● **Description of the task**
Among the entries below, find every line that contains the string "position", then copy it.

(Dataset entries)
::::::::

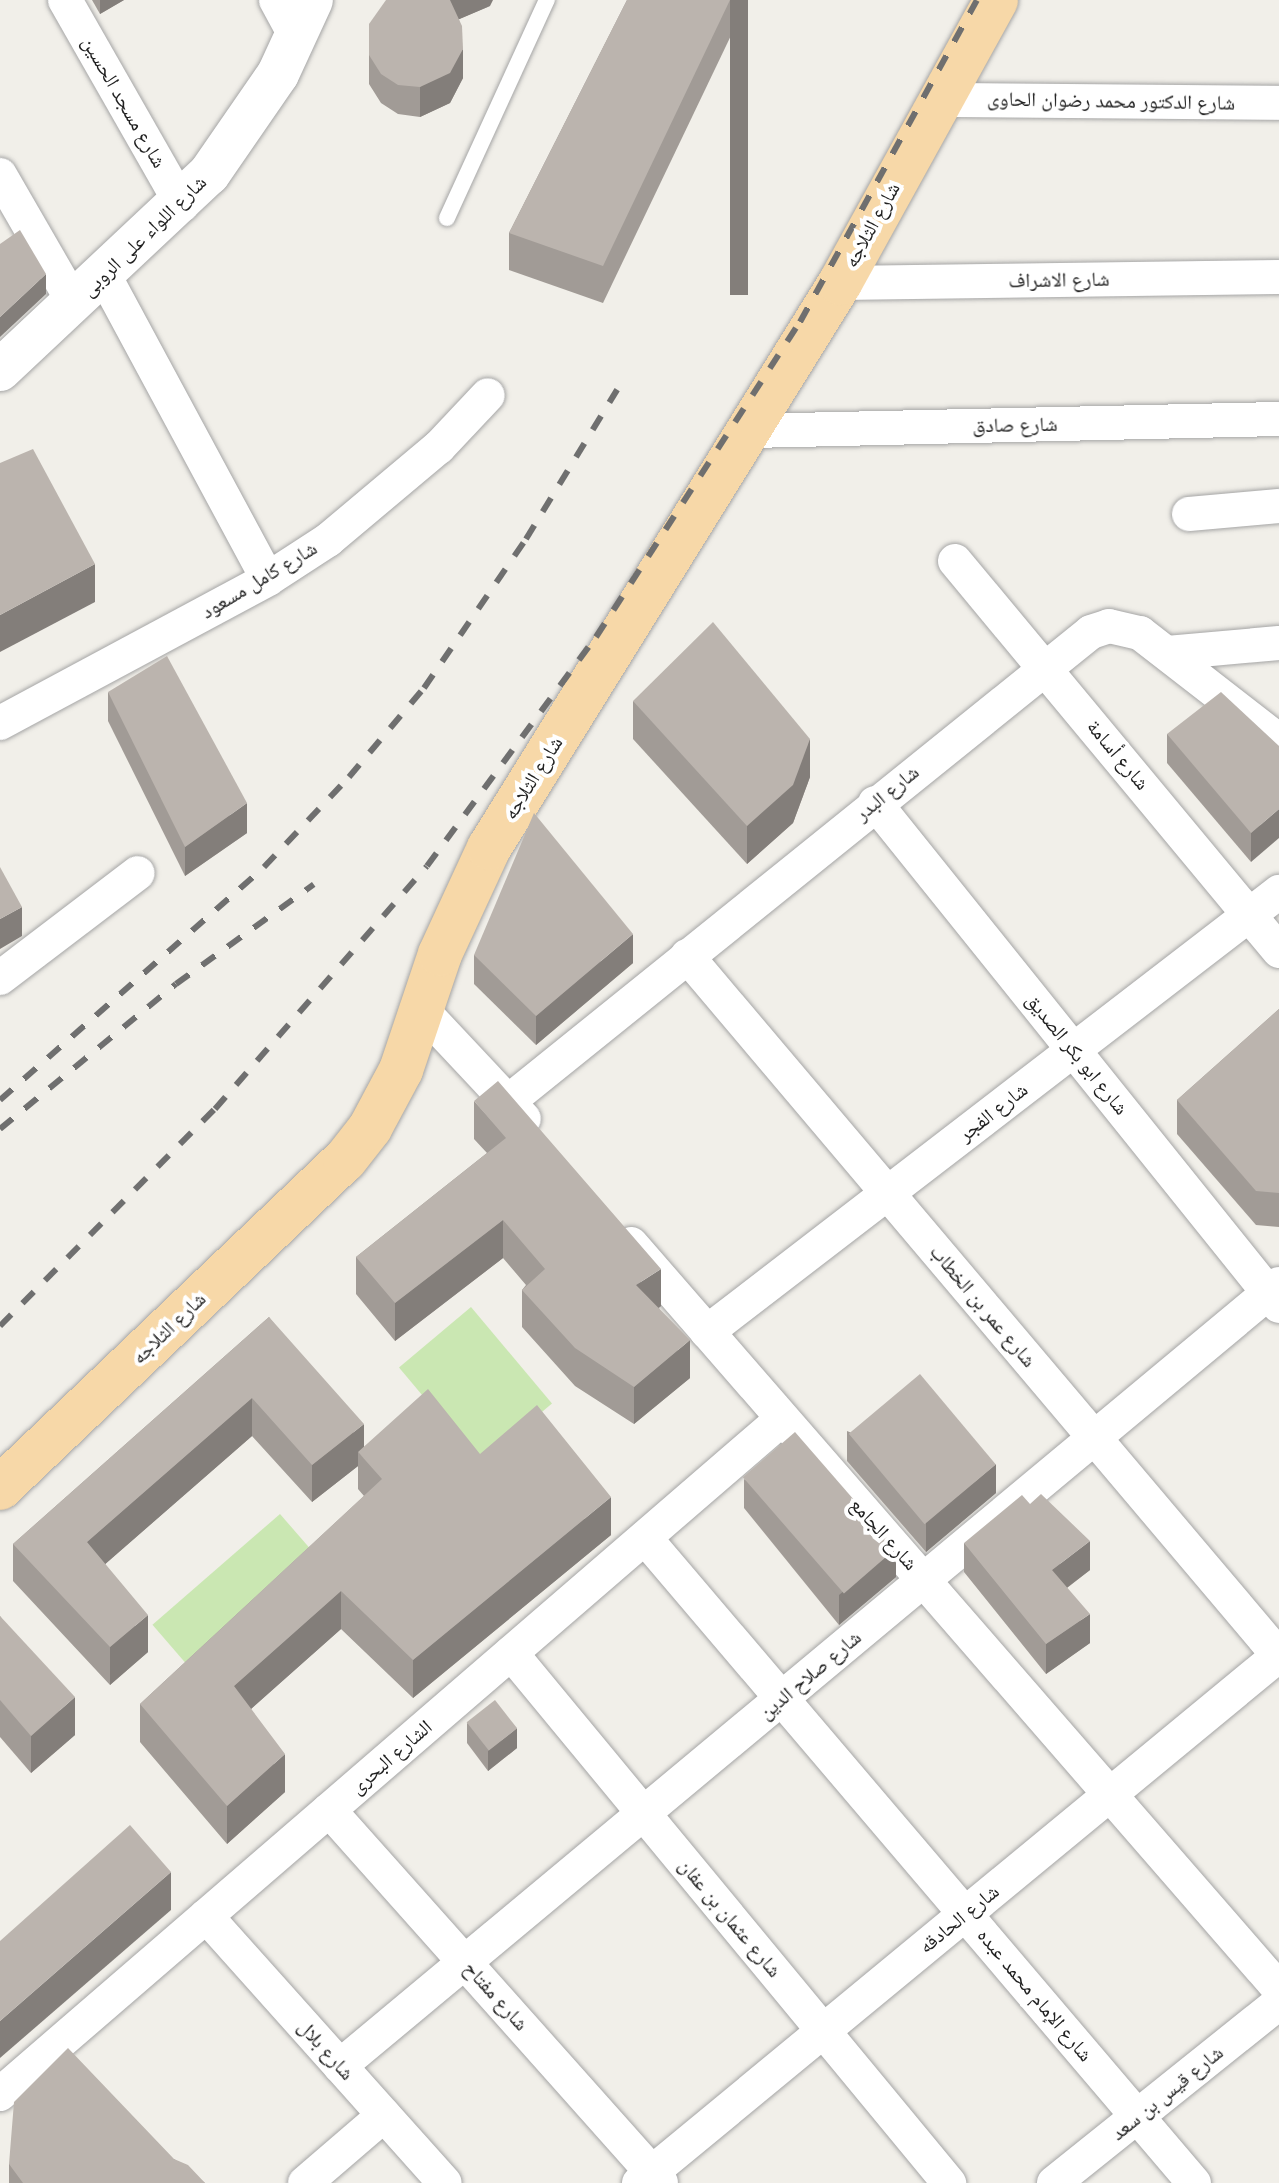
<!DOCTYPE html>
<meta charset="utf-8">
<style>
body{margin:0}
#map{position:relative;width:1279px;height:2183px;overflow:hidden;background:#f1efe9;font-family:Raleway,"Noto Naskh Arabic",sans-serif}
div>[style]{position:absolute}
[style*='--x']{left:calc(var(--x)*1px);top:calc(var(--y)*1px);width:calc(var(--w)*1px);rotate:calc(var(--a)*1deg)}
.grass>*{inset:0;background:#cae7b2;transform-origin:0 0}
.roads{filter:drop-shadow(0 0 2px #a5a5a5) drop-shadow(0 0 2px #a5a5a5)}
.service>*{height:16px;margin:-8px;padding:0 8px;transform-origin:8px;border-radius:8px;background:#fff}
.minor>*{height:34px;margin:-17px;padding:0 17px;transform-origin:17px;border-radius:17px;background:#fff}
.tertiary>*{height:42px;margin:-21px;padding:0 21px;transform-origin:21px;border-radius:21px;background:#fff}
.primary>*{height:44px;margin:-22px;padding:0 22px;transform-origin:22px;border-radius:22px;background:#f7d8a8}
.rail>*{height:6px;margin-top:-3px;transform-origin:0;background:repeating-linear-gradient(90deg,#6f6f6f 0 16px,transparent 0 32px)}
.wall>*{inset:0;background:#a19b96}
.shaded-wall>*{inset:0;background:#837e7a;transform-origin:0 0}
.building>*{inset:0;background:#bbb4ae;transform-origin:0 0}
span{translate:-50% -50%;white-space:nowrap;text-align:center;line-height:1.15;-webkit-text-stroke:8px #fff;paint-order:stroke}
.street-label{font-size:20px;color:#212121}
</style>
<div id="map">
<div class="grass">
<div style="left:471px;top:1307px;width:126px;height:94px;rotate:50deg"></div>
<div style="left:280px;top:1514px;width:55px;height:169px;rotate:49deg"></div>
</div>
<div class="roads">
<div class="service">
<div style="--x:447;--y:218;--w:240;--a:-65.4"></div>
</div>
<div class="minor">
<div style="--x:65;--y:0;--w:236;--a:60.3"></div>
<div style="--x:276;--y:0;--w:42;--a:61.6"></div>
<div style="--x:942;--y:100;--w:337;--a:0.5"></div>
<div style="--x:0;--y:175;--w:148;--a:60"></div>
<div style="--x:104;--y:275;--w:345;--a:61.7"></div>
<div style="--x:840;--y:283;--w:439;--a:-0.8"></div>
<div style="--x:750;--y:431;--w:529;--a:-1.3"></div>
<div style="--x:1189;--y:514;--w:90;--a:-5.1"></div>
<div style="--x:955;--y:561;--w:507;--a:50.28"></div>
<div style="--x:1167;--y:653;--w:112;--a:-5.1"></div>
<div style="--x:0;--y:723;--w:304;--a:-28.2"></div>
<div style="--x:268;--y:579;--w:72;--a:-33"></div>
<div style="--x:328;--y:540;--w:145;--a:-40"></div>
<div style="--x:439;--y:447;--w:71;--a:-46.7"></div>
<div style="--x:875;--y:803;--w:645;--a:51.23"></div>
<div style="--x:687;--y:956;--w:917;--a:49.78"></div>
<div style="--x:0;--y:978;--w:173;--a:-37.3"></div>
<div style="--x:422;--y:1010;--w:149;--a:46.9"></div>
<div style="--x:509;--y:1101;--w:747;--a:-38.86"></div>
<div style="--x:1091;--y:632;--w:19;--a:-18"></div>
<div style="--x:1109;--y:626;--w:32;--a:13"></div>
<div style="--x:1140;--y:633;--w:176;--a:37.8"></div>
<div style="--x:631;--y:1244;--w:987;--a:48.98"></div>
<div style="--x:707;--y:1332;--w:722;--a:-37.57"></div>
<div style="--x:645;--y:1538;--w:847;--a:49.6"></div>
<div style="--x:511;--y:1653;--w:688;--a:50.43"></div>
<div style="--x:329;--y:1810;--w:499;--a:48.3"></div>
<div style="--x:206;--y:1916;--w:358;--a:48.2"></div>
<div style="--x:340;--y:2066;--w:1222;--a:-39.79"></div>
<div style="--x:0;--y:2094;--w:1033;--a:-40.8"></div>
<div style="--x:305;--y:2183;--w:104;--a:-40.7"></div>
<div style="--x:639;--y:2183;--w:830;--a:-39.52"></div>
<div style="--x:1054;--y:2183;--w:288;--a:-38.7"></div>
</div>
<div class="tertiary">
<div style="--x:0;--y:370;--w:287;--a:-43.2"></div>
<div style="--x:209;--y:174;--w:121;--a:-55.4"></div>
<div style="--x:278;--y:74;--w:81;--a:-65.3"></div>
</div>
<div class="primary">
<div style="--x:0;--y:1488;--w:476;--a:-43.6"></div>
<div style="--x:345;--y:1160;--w:41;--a:-52"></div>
<div style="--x:370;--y:1128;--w:66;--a:-61.9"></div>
<div style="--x:401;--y:1070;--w:122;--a:-71.4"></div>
<div style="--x:440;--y:954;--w:117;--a:-65.2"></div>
<div style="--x:489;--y:848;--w:665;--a:-58.15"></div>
<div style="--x:840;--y:283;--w:323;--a:-61.1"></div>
</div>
</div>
<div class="rail">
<div style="--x:0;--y:1100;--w:352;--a:-41.4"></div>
<div style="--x:264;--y:867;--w:124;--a:-46.6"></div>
<div style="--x:349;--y:777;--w:116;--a:-49.9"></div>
<div style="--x:424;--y:688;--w:181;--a:-55.6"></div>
<div style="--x:526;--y:539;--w:175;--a:-58.6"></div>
<div style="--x:0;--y:1129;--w:228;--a:-39.5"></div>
<div style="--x:176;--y:984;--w:170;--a:-35.9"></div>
<div style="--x:0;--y:1326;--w:305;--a:-45.3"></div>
<div style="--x:215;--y:1109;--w:322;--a:-48.9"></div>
<div style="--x:427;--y:866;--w:285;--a:-53.6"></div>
<div style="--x:596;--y:637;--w:375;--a:-57.1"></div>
<div style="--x:800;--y:322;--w:367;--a:-61.2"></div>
</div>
<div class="wall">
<div style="clip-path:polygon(92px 0,124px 0,100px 14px)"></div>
<div style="clip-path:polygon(627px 0,748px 0,603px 303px,509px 270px,509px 233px)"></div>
<div style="clip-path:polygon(490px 6px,459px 19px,463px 78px,450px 103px,420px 117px,398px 114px,381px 103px,369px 84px,369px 24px)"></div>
<div style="clip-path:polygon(108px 692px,247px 833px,185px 876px,108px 721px)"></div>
<div style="clip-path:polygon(633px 701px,810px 777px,793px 823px,747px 864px,633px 739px)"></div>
<div style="clip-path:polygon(1167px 734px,1279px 746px,1251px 862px,1167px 763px)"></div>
<div style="clip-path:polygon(474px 955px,633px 963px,536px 1045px,474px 984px)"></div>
<div style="clip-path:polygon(1279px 1009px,1279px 1227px,1256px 1225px,1177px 1134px,1177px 1100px)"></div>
<div style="clip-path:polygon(474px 1101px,661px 1306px,659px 1308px,690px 1378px,634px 1424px,575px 1386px,522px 1327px,522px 1290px,526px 1285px,503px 1258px,395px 1341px,356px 1294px,356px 1257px,487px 1153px,474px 1139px)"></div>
<div style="clip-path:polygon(269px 1317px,364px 1447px,480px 1454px,611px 1535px,413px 1698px,341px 1629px,251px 1709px,285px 1792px,227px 1844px,140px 1742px,140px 1704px,364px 1496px,358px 1489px,358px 1466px,312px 1502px,252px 1436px,105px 1564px,148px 1652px,110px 1685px,13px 1581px,13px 1544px)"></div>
<div style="clip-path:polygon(847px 1431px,996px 1493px,926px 1552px,847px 1461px)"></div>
<div style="clip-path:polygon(744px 1479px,896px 1577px,839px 1625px,744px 1508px)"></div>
<div style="clip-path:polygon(964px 1543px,1090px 1570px,1067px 1588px,1090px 1643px,1046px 1674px,964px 1572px)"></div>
<div style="clip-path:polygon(0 1616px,75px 1735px,31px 1773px,0 1737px)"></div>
<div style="clip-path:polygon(467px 1723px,517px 1748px,488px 1771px,467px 1743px)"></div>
<div style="clip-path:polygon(174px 2159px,205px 2183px,9px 2183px,9px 2164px)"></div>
</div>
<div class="shaded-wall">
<div style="clip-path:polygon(100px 0,124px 0,100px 14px)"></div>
<div style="clip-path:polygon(448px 0,493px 0,490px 6px,448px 24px)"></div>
<div style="left:730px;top:0;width:18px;height:295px"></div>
<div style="clip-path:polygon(463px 49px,463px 78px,450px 103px,420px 117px,420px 87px)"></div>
<div style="clip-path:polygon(46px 274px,46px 294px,0 337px,0 317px)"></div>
<div style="clip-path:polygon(95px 564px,95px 602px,0 652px,0 615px)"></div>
<div style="clip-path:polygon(810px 739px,810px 777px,793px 823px,747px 864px,747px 826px)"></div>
<div style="clip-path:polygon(247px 803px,247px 833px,185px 876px,185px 847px)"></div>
<div style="clip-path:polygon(1279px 809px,1279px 838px,1251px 862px,1251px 833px)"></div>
<div style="clip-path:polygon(22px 907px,22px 936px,0 949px,0 919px)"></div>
<div style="clip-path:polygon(633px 934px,633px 963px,536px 1045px,536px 1016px)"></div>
<div style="clip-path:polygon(503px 1220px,503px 1258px,395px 1341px,395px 1303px)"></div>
<div style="clip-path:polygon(661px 1269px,661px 1306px,636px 1322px,636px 1285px)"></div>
<div style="clip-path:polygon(690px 1340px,690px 1378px,634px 1424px,634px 1387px)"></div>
<div style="clip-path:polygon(252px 1398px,252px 1436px,87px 1580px,87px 1542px)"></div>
<div style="clip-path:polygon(364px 1424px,364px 1458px,358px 1452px,358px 1466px,312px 1502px,312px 1465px)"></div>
<div style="clip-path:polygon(996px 1464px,996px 1493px,926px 1552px,926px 1522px)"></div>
<div style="clip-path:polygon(611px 1497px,611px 1535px,413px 1698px,413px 1660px)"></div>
<div style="clip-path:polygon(1090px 1541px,1090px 1570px,1052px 1599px,1052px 1570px)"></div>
<div style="clip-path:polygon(896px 1548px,896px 1577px,839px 1625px,839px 1595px)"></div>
<div style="clip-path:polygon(341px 1591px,341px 1629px,234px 1724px,234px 1686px)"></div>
<div style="clip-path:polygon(1090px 1614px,1090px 1643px,1046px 1674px,1046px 1644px)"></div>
<div style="clip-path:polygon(148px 1615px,148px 1652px,110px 1685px,110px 1647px)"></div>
<div style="clip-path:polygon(75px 1697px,75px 1735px,31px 1773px,31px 1736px)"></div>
<div style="clip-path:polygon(517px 1728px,517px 1748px,488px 1771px,488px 1751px)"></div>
<div style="clip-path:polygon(285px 1754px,285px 1792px,227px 1844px,227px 1806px)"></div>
<div style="clip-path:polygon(171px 1872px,171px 1910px,0 2058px,0 2021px)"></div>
</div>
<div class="building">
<div style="clip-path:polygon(386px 0,450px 0,462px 26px,463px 49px,450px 73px,420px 87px,398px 85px,381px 74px,369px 55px,369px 24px)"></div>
<div style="clip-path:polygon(627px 0,730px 0,603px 266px,509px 233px)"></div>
<div style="clip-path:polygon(20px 230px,46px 274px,0 317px,0 244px)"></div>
<div style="clip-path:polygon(33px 449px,95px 564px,0 615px,0 463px)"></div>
<div style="clip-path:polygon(713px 622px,810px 739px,793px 785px,747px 826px,633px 701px)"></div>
<div style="clip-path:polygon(167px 656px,247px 803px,185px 847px,108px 692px)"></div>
<div style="clip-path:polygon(1221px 692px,1279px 746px,1279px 809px,1251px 833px,1167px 734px)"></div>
<div style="clip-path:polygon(534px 813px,633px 934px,536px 1016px,474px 955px)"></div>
<div style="clip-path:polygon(0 867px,22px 907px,0 919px)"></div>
<div style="clip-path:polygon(1279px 1009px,1279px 1193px,1256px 1191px,1177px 1100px)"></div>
<div style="clip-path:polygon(498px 1081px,661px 1269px,636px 1285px,690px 1340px,634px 1387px,575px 1348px,522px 1290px,545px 1269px,503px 1220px,395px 1303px,356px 1257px,506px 1138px,474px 1101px)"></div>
<div style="clip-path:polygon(269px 1317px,364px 1424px,312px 1465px,252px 1398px,87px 1542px,148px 1615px,110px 1647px,13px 1544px)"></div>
<div style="left:920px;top:1374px;width:118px;height:93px;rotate:50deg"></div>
<div style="clip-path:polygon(428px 1389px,480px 1454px,537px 1405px,611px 1497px,413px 1660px,341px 1591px,234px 1686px,285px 1754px,227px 1806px,140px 1704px,382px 1479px,358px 1452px)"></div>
<div style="left:795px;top:1432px;width:154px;height:69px;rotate:49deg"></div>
<div style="clip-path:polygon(1041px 1494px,1090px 1541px,1052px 1570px,1090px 1614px,1046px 1644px,964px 1543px,1022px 1495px,1030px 1504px)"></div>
<div style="clip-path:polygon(0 1616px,75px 1697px,31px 1736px,0 1700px)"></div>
<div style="left:495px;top:1700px;width:36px;height:36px;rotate:52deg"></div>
<div style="clip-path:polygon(130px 1825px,171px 1872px,0 2021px,0 1941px)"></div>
<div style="clip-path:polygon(68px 2048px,174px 2159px,188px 2165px,205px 2183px,23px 2183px,9px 2164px,14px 2102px)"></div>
</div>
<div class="street-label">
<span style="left:1111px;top:101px;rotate:1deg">شارع الدكتور محمد رضوان الحاوى</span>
<span style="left:124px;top:102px;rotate:60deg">شارع مسجد الحسين</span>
<span style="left:872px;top:225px;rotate:-61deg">شارع الثلاجه</span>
<span style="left:144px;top:236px;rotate:-44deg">شارع اللواء على الروبى</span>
<span style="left:1059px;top:280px;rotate:-1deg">شارع الاشراف</span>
<span style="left:1015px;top:425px;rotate:-1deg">شارع صادق</span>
<span style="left:259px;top:580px;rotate:-31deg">شارع كامل مسعود</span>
<span style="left:1118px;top:755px;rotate:50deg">شارع أسامة</span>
<span style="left:533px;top:778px;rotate:-58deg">شارع الثلاجه</span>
<span style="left:887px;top:793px;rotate:-39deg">شارع البدر</span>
<span style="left:1077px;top:1054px;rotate:51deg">شارع ابو بكر الصديق</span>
<span style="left:993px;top:1112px;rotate:-38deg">شارع الفجر</span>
<span style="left:983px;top:1306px;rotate:50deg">شارع عمر بن الخطاب</span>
<span style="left:169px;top:1328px;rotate:-44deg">شارع الثلاجه</span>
<span style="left:884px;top:1534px;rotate:48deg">شارع الجامع</span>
<span style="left:810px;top:1675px;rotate:-40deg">شارع صلاح الدين</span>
<span style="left:391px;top:1757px;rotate:-41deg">الشارع البحرى</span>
<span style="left:730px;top:1918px;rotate:50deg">شارع عثمان بن عفان</span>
<span style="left:959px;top:1919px;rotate:-39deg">شارع الحادقه</span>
<span style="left:1035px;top:1995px;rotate:50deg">شارع الإمام محمد عبده</span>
<span style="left:496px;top:1996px;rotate:48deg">شارع مفتاح</span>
<span style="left:326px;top:2050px;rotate:48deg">شارع بلال</span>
<span style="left:1167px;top:2093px;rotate:-39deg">شارع قيس بن سعد</span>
</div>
</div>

::::::::

● **Exercise answer**
#map{position:relative;width:1279px;height:2183px;overflow:hidden;background:#f1efe9;font-family:Raleway,"Noto Naskh Arabic",sans-serif}
div>[style]{position:absolute}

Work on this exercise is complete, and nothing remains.